Go through the data and retrieve each line that includes the string "xChannelSelector".

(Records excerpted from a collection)
BEGIN

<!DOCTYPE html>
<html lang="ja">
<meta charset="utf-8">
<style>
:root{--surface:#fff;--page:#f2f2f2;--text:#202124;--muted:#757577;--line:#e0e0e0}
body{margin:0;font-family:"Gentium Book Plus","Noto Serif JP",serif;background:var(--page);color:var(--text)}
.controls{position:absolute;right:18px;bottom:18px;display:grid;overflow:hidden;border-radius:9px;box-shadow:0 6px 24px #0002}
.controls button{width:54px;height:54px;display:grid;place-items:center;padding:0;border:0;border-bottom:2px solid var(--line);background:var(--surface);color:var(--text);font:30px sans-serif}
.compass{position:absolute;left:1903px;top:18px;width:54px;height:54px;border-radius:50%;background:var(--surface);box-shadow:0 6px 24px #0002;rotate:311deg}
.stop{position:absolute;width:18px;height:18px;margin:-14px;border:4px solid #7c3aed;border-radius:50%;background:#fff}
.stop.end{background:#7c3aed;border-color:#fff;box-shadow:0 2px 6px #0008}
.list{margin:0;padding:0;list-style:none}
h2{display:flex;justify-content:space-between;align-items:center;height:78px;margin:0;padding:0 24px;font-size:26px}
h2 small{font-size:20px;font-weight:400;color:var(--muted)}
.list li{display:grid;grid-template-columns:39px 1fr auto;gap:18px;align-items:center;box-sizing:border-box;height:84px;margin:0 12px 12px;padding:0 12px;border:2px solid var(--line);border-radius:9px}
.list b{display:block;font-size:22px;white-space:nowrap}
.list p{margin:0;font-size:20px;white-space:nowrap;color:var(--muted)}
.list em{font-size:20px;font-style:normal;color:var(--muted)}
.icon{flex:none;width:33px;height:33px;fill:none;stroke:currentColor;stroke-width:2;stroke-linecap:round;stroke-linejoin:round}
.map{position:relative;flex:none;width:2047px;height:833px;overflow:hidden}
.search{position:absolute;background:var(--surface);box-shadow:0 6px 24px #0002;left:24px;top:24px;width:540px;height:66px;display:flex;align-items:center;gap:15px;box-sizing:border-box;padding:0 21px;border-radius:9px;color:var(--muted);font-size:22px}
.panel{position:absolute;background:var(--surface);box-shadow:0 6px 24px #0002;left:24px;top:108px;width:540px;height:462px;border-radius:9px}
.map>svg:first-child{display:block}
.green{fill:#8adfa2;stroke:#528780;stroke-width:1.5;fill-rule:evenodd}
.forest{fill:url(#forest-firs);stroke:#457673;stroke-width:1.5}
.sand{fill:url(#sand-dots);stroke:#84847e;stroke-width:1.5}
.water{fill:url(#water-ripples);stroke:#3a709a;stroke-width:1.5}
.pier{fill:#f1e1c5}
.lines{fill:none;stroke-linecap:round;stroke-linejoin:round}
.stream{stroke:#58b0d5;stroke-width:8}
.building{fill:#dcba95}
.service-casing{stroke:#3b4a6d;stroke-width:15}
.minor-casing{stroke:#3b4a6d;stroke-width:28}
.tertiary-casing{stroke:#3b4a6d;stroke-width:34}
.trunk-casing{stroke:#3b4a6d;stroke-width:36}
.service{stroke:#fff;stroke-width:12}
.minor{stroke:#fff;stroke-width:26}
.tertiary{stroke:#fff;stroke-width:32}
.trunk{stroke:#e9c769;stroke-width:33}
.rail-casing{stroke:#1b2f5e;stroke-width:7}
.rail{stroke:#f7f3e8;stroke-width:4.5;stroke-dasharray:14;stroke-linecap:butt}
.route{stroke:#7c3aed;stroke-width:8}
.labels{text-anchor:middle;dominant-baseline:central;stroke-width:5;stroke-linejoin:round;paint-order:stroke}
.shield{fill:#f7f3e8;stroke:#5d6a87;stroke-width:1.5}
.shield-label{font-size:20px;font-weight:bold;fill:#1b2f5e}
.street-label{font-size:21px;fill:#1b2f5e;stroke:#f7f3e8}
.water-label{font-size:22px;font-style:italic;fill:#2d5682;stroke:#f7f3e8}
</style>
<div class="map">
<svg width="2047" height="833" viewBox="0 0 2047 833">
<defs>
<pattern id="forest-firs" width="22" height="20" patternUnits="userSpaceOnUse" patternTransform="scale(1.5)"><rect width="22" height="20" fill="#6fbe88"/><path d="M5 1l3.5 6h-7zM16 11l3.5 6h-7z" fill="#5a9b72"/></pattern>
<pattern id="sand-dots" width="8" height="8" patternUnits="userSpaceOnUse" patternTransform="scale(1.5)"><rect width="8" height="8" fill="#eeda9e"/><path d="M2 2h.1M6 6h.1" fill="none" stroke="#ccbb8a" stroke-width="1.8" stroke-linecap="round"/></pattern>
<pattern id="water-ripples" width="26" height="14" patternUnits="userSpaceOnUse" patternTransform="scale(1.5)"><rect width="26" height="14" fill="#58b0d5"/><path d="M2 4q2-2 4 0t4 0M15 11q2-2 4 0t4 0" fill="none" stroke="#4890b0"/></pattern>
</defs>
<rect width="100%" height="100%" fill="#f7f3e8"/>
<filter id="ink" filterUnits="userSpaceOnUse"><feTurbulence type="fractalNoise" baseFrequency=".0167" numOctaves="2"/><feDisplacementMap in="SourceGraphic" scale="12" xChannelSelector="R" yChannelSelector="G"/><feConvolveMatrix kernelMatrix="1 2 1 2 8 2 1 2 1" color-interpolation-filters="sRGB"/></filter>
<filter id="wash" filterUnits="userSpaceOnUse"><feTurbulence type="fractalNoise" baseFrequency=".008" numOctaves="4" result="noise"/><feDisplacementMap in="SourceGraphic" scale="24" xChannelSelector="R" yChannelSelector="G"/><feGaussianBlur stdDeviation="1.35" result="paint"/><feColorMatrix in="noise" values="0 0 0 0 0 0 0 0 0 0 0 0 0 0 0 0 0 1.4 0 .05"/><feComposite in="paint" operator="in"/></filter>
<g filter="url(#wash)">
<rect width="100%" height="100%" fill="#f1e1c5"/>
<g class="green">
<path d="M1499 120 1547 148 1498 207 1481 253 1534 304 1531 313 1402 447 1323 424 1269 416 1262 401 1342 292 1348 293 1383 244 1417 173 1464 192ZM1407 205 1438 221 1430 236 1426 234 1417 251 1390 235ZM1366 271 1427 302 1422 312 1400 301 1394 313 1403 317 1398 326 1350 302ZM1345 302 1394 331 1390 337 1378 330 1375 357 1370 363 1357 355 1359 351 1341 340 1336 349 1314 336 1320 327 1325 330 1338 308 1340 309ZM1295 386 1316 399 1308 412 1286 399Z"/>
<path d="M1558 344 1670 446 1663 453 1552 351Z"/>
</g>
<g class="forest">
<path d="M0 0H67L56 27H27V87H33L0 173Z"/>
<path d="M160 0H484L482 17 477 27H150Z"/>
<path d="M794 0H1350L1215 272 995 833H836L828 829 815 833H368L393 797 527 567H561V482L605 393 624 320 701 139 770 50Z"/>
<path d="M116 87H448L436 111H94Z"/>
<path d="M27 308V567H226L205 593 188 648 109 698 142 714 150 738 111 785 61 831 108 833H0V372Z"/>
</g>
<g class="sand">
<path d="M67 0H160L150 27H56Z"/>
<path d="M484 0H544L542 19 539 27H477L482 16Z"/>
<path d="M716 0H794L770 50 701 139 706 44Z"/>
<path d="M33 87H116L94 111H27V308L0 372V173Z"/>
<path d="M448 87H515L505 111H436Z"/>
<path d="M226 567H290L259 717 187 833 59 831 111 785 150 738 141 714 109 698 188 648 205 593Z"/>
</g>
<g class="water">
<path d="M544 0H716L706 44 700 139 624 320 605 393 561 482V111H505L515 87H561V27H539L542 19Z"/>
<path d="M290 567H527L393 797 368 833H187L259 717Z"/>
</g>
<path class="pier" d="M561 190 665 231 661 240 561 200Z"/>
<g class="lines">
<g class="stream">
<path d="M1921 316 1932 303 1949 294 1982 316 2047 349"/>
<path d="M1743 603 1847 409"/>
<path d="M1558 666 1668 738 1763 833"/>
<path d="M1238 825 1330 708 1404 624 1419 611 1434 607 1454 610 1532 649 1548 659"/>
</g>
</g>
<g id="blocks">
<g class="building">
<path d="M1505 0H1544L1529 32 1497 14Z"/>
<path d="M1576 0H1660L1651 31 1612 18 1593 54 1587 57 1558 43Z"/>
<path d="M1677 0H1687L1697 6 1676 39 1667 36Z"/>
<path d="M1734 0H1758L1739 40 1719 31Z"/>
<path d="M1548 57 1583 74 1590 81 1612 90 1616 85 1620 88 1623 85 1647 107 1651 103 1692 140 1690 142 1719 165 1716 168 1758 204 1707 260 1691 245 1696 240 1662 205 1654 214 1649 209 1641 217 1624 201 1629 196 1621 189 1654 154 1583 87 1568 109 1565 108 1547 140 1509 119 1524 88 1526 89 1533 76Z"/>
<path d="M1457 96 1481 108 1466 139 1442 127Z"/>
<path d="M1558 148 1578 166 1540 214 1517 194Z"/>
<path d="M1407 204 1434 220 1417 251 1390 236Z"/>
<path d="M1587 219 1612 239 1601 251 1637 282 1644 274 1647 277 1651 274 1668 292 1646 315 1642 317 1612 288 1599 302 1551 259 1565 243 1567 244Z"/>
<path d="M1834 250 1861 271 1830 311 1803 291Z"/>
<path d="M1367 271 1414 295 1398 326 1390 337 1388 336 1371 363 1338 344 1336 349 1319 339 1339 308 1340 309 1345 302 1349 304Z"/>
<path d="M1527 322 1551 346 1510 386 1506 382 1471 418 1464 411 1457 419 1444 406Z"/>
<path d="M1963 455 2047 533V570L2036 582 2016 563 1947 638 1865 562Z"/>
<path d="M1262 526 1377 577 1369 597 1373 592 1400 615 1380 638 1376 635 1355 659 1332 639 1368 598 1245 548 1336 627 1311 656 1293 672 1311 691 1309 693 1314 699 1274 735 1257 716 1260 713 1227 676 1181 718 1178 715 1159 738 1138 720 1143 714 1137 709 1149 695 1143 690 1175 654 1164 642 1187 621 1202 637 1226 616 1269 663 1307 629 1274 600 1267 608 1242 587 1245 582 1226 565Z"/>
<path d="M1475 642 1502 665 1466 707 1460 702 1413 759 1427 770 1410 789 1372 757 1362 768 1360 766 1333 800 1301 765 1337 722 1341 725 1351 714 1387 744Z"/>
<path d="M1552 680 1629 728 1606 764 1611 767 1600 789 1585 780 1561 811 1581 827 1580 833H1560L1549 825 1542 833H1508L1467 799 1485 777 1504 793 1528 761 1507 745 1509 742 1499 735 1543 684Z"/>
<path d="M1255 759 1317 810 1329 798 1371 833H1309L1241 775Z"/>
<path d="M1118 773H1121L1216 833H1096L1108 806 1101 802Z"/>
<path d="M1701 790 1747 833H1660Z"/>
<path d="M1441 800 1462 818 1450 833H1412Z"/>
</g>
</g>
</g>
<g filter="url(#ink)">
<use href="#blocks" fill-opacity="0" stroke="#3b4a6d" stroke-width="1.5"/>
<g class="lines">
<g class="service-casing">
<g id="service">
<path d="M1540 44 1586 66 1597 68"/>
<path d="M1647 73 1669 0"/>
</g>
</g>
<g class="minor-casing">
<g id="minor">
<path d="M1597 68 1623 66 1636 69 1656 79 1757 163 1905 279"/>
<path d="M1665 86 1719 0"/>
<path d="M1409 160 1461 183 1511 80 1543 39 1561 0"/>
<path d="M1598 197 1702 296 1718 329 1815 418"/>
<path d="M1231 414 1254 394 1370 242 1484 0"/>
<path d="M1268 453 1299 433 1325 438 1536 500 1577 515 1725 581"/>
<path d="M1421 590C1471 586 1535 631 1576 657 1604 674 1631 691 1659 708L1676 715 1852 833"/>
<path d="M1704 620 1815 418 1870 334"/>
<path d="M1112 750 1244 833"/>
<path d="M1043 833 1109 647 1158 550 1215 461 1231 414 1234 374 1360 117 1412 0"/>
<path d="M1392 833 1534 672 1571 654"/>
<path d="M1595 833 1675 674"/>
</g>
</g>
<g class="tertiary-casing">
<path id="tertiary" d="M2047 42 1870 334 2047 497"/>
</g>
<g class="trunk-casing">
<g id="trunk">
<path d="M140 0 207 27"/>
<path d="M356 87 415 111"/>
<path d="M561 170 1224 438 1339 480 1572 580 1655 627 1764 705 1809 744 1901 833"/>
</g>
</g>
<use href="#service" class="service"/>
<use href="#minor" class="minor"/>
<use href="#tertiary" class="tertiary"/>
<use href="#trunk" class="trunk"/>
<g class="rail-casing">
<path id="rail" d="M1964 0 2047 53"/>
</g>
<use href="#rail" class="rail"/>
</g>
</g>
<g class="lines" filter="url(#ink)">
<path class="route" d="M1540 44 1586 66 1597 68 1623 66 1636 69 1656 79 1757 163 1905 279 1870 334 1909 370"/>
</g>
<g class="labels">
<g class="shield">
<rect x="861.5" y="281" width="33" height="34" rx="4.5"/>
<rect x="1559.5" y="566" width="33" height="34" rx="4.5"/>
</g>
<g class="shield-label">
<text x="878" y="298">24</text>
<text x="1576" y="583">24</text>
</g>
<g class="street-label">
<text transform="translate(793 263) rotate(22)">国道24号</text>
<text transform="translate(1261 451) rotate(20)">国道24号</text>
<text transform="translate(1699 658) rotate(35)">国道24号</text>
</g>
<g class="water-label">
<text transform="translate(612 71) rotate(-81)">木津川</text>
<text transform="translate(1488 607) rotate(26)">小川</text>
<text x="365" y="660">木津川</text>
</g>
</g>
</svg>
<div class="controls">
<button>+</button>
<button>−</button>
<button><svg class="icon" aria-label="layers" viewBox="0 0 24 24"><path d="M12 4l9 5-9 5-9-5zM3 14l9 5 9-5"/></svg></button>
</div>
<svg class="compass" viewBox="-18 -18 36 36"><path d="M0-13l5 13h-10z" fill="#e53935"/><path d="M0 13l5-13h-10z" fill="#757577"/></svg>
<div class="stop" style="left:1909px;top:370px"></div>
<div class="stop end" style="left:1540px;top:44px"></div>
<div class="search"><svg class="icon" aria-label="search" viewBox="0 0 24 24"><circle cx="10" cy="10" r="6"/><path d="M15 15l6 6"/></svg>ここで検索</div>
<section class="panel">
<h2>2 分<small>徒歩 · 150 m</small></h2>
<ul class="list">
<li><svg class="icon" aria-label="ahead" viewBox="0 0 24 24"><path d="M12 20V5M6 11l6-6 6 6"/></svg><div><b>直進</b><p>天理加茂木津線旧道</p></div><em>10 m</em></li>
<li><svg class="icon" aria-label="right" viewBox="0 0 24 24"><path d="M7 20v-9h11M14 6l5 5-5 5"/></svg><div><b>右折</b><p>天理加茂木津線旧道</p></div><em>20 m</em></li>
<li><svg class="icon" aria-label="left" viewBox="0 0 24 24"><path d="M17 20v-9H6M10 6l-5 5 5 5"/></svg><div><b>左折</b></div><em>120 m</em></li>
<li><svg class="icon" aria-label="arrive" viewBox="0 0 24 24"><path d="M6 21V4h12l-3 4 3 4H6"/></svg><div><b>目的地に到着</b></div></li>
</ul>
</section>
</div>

END

▸ **YOUR RESPONSE**:
<filter id="ink" filterUnits="userSpaceOnUse"><feTurbulence type="fractalNoise" baseFrequency=".0167" numOctaves="2"/><feDisplacementMap in="SourceGraphic" scale="12" xChannelSelector="R" yChannelSelector="G"/><feConvolveMatrix kernelMatrix="1 2 1 2 8 2 1 2 1" color-interpolation-filters="sRGB"/></filter>
<filter id="wash" filterUnits="userSpaceOnUse"><feTurbulence type="fractalNoise" baseFrequency=".008" numOctaves="4" result="noise"/><feDisplacementMap in="SourceGraphic" scale="24" xChannelSelector="R" yChannelSelector="G"/><feGaussianBlur stdDeviation="1.35" result="paint"/><feColorMatrix in="noise" values="0 0 0 0 0 0 0 0 0 0 0 0 0 0 0 0 0 1.4 0 .05"/><feComposite in="paint" operator="in"/></filter>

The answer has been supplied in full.